# So I made my first risotto...



## Michael Cook (Apr 6, 2007)

wow, does that concentrate the salt. Next time no salt in the broth. Wow does that concentrate the flavors! Pretty cool how the rice sluffs off making it's own sauce, will other rices work or must it be Arborio?


----------



## college_cook (Apr 6, 2007)

The more glutenous the rice is, the more the rice will make its own sauce, as you say.  I find that arborio is the best, however.


----------



## Andy M. (Apr 6, 2007)

You need a medium grain rice.  Medium grains have the starch coating that will wash off and combine with the stock to make the thick ceamy sauce while the grain keeps its shape.

In addition to arborio, you can use carnarolli rice.


----------



## Michael Cook (Apr 7, 2007)

Hmmm, I have a ten pound bag of medium Thai rice. Got nothing to lose but some rice and broth.... I'll see what happens.


----------



## redkitty (Apr 7, 2007)

Risotto was one of the first dishes I learned to make in cooking class!  It's still favorite.  The last one I made was Risotto with Butternut Squash & Leeks.  Very tasty!


----------



## Corey123 (Apr 8, 2007)

I've always wanted to try making this myself, but haven't yet.


----------



## Andy M. (Apr 8, 2007)

Gie it a try, Corey.  It's actually easy and can be fantastic.


----------



## Corey123 (Apr 8, 2007)

Chicken stock and a special kind of rice is needed for it, isn't it? I think it's called aborio rice.


----------



## Andy M. (Apr 8, 2007)

Corey123 said:
			
		

> Chicken stock and a special kind of rice is needed for it, isn't it? I think it's called aborio rice.


 
Yup. 

Chicken stock
Arborio or carnarolli rice
onion
white wine
and usually
Parm
and whatever else you want to flavor the dish with.


----------



## Corey123 (Apr 8, 2007)

Also, doesn't it require constant stirring?

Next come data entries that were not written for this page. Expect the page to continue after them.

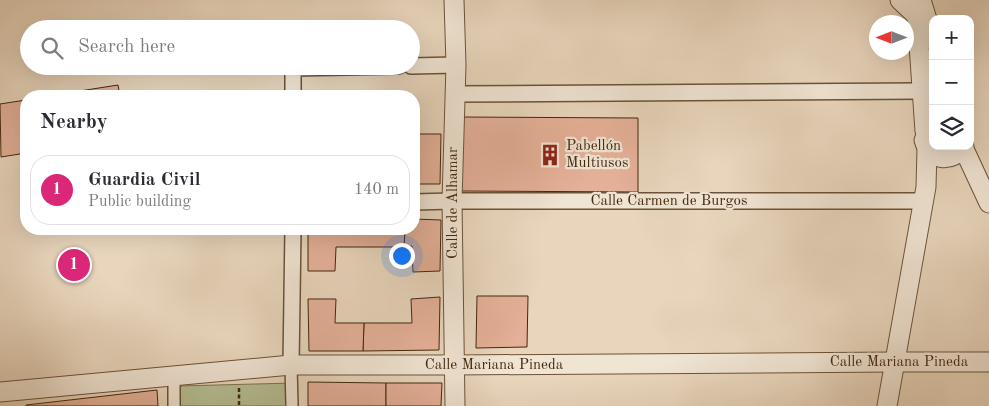 <!DOCTYPE html>
<meta charset="utf-8">
<style>
body{margin:0;font-family:"Old Standard TT",serif;background:#f2f2f3;color:#2b2b33}
.controls{position:absolute;right:15px;top:15px;display:grid;overflow:hidden;border-radius:10px;box-shadow:0 5px 20px #0002}
.controls button{width:45px;height:45px;display:grid;place-items:center;padding:0;border:0;border-bottom:1px solid #e1e1e2;background:#fff;color:#2b2b33;font:25px sans-serif}
.compass{position:absolute;left:869px;top:15px;width:45px;height:45px;border-radius:50%;background:#fff;box-shadow:0 5px 20px #0002;rotate:270deg}
.you{position:absolute;left:401px;top:255px;width:18px;height:18px;margin:-12px;border:4px solid #fff;border-radius:50%;background:#1a73e8;box-shadow:0 0 0 8px #1a73e833}
.badge{display:grid;place-items:center;width:32px;height:32px;border-radius:50%;background:#db2777;color:#fff;font-size:16px;font-weight:700}
.pin{position:absolute;translate:-50% -50%;border:2px solid #fff;box-shadow:0 1px 5px #0006}
.list{margin:0;padding:0;list-style:none}
h2{display:flex;justify-content:space-between;align-items:center;height:65px;margin:0;padding:0 20px;font-size:21px}
h2 small{font-size:16px;font-weight:400;color:#7c7c81}
.list li{display:grid;grid-template-columns:32px 1fr auto;gap:15px;align-items:center;box-sizing:border-box;height:70px;margin:0 10px 10px;padding:0 10px;border:1px solid #e1e1e2;border-radius:20px}
.list b{display:block;font-size:19px;white-space:nowrap}
.list p{margin:0;font-size:16px;white-space:nowrap;color:#7c7c81}
.list em{font-size:16px;font-style:normal;color:#7c7c81}
.icon{flex:none;width:28px;height:28px;fill:none;stroke:currentColor;stroke-width:2;stroke-linecap:round;stroke-linejoin:round}
.map{position:relative;flex:none;width:989px;height:406px;overflow:hidden}
.search{position:absolute;background:#fff;box-shadow:0 5px 20px #0002;left:20px;top:20px;width:400px;height:55px;display:flex;align-items:center;gap:12px;box-sizing:border-box;padding:0 18px;border-radius:28px;color:#7c7c81;font-size:19px}
.panel{position:absolute;background:#fff;box-shadow:0 5px 20px #0002;left:20px;top:90px;width:400px;height:145px;border-radius:20px}
.map>svg:first-child{display:block}
.green{fill:#b4be92;stroke:#7c7250}
.building{fill:#e4b098;stroke:#43270d}
.lines{fill:none;stroke-linecap:round;stroke-linejoin:round}
.pedestrian-casing{stroke:#6c5239;stroke-width:14}
.minor-casing{stroke:#6c5239;stroke-width:18}
.tertiary-casing{stroke:#6c5239;stroke-width:21}
.path{stroke:#43270d;stroke-width:2.5;stroke-dasharray:4 2.5;stroke-linecap:butt}
.pedestrian{stroke:#f0e4d3;stroke-width:11}
.minor{stroke:#f0e4d3;stroke-width:15}
.tertiary{stroke:#f0e4d3;stroke-width:19}
.labels{text-anchor:middle;dominant-baseline:central;stroke-width:4.5;stroke-linejoin:round;paint-order:stroke}
.poi-label{font-size:15px;fill:#43270d;stroke:#f0e4d3;text-anchor:start}
.street-label{font-size:15px;fill:#43270d;stroke:#f0e4d3}
</style>
<div class="map">
<svg width="989" height="406" viewBox="0 0 989 406">
<rect width="100%" height="100%" fill="#e8d5bc"/>
<filter id="stains"><feTurbulence type="fractalNoise" baseFrequency=".004" numOctaves="4"/><feColorMatrix values="0 0 0 0 .2 0 0 0 0 .09 0 0 0 0 .02 0 0 0 .5 -.17"/></filter>
<radialGradient id="worn" r=".72"><stop offset=".6" stop-color="#630" stop-opacity="0"/><stop offset="1" stop-color="#630" stop-opacity=".3"/></radialGradient>
<!-- green -->
<path class="green" d="M294 383 295 406H179V386Z"/>
<!-- building -->
<g class="building">
<path d="M118 85 120 96H48Z"/>
<path d="M26 100V153L1 157 0 104Z"/>
<path d="M461 117 638 118V192L461 191Z"/>
<path d="M414 134H441L440 184H414Z"/>
<path d="M414 219 441 220 440 271 413 272 412 246 404 247 405 229H414Z"/>
<path d="M308 229H405L404 247H336L335 271H308Z"/>
<path d="M477 296H528L527 347 476 348Z"/>
<path d="M440 297 439 350 363 351 364 323H412L411 299Z"/>
<path d="M308 299H336L335 323H364L363 351H309Z"/>
<path d="M308 382 386 383V406H308Z"/>
<path d="M386 383H442L441 406H386Z"/>
<path d="M157 390 158 406H26V405Z"/>
</g>
<g class="lines">
<!-- pedestrian casing -->
<g class="pedestrian-casing">
<g id="pedestrian">
<path d="M291 365 292 406"/>
<path d="M174 376V406"/>
</g>
</g>
<!-- minor casing -->
<g class="minor-casing">
<g id="minor">
<path d="M411 66 456 65"/>
<path d="M454 94 922 91"/>
<path d="M293 96V68L399 66"/>
<path d="M414 202 452 201H923"/>
<path d="M291 365 293 229"/>
</g>
</g>
<!-- tertiary casing -->
<g class="tertiary-casing">
<g id="tertiary">
<path d="M454 0 456 65 452 201 455 406"/>
<path d="M900 0 917 16 925 131"/>
<path d="M921 0 933 39"/>
<path d="M924 140C930 161 952 164 964 146"/>
<path d="M963 147 989 203"/>
<path d="M0 392 291 365H454L896 362H989"/>
<path d="M887 406 926 187 927 148"/>
</g>
</g>
<!-- path -->
<path class="path" d="M239 388V406"/>
<!-- pedestrian -->
<use href="#pedestrian" class="pedestrian"/>
<!-- minor -->
<use href="#minor" class="minor"/>
<!-- tertiary -->
<use href="#tertiary" class="tertiary"/>
</g>
<!-- icons -->
<defs>
<g id="building-bare" transform="scale(1.725)"><path d="M-4-6H4V6H1V3H-1V6H-4ZM-2.5-4.3h1.7v1.8h-1.7ZM.8-4.3h1.7v1.8H.8ZM-2.5-1h1.7V.8h-1.7ZM.8-1h1.7V.8H.8Z" fill="#8f2418" stroke="#f0e4d3" stroke-width="2.5" paint-order="stroke"/></g>
</defs>
<g fill-rule="evenodd">
<use href="#building-bare" x="550" y="155"/>
</g>
<g class="labels">
<!-- poi labels -->
<g class="poi-label">
<text x="566" y="146">Pabellón<tspan x="566" dy="17">Multiusos</tspan></text>
</g>
<!-- street labels -->
<g class="street-label">
<text x="669" y="201">Calle Carmen de Burgos</text>
<text transform="translate(453 203) rotate(-90)">Calle de Alhamar</text>
<text x="899" y="362">Calle Mariana Pineda</text>
<text x="494" y="365">Calle Mariana Pineda</text>
</g>
</g>
<rect width="100%" height="100%" filter="url(#stains)"/>
<rect width="100%" height="100%" fill="url(#worn)"/>
</svg>
<div class="controls">
<button>+</button>
<button>−</button>
<button><svg class="icon" aria-label="layers" viewBox="0 0 24 24"><path d="M12 4l9 5-9 5-9-5zM3 14l9 5 9-5"/></svg></button>
</div>
<svg class="compass" viewBox="-18 -18 36 36"><path d="M0-13l5 13h-10z" fill="#e53935"/><path d="M0 13l5-13h-10z" fill="#7c7c81"/></svg>
<div class="you"></div>
<div class="pin badge" style="left:74px;top:265px">1</div>
<div class="search"><svg class="icon" aria-label="search" viewBox="0 0 24 24"><circle cx="10" cy="10" r="6"/><path d="M15 15l6 6"/></svg>Search here</div>
<section class="panel">
<h2>Nearby<small></small></h2>
<ul class="list">
<li><span class="badge">1</span><div><b>Guardia Civil</b><p>Public building</p></div><em>140 m</em></li>
</ul>
</section>
</div>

I've seen it being prepped on many cooking shows on the Food Network.


----------



## Andy M. (Apr 8, 2007)

Not constant but frequent stirring. 

It does take a little more attention than other rice dishes but none of the steps is difficult.


----------



## kitchenelf (Apr 8, 2007)

I make a red wine and radicchio risotto - goes extremely well with lamb!  

Corey - it requires a hot liquid - broth of some kind gives a more intense flavor - I use the low sodium variety canned broths when necessary.  I usually add some wine for the first addition of liquid - white wine most of the time but occasionally red, for the recipe mentioned above.  I also usually begin with sauteed shallots too.

Making risotto is no big deal.  Patience is the key.  Don't hurry it.  It should take somewhere around 18 minutes once the liquid is initially added.  Sometimes it can take a few more minutes.

Things to add to risotto:

scallops
shrimp
fresh peas
pea pods
asparagus
spring onions
red pepper

The sky is the limit!

I finish off with some freshly grated Parmesan and sometimes a touch of cream.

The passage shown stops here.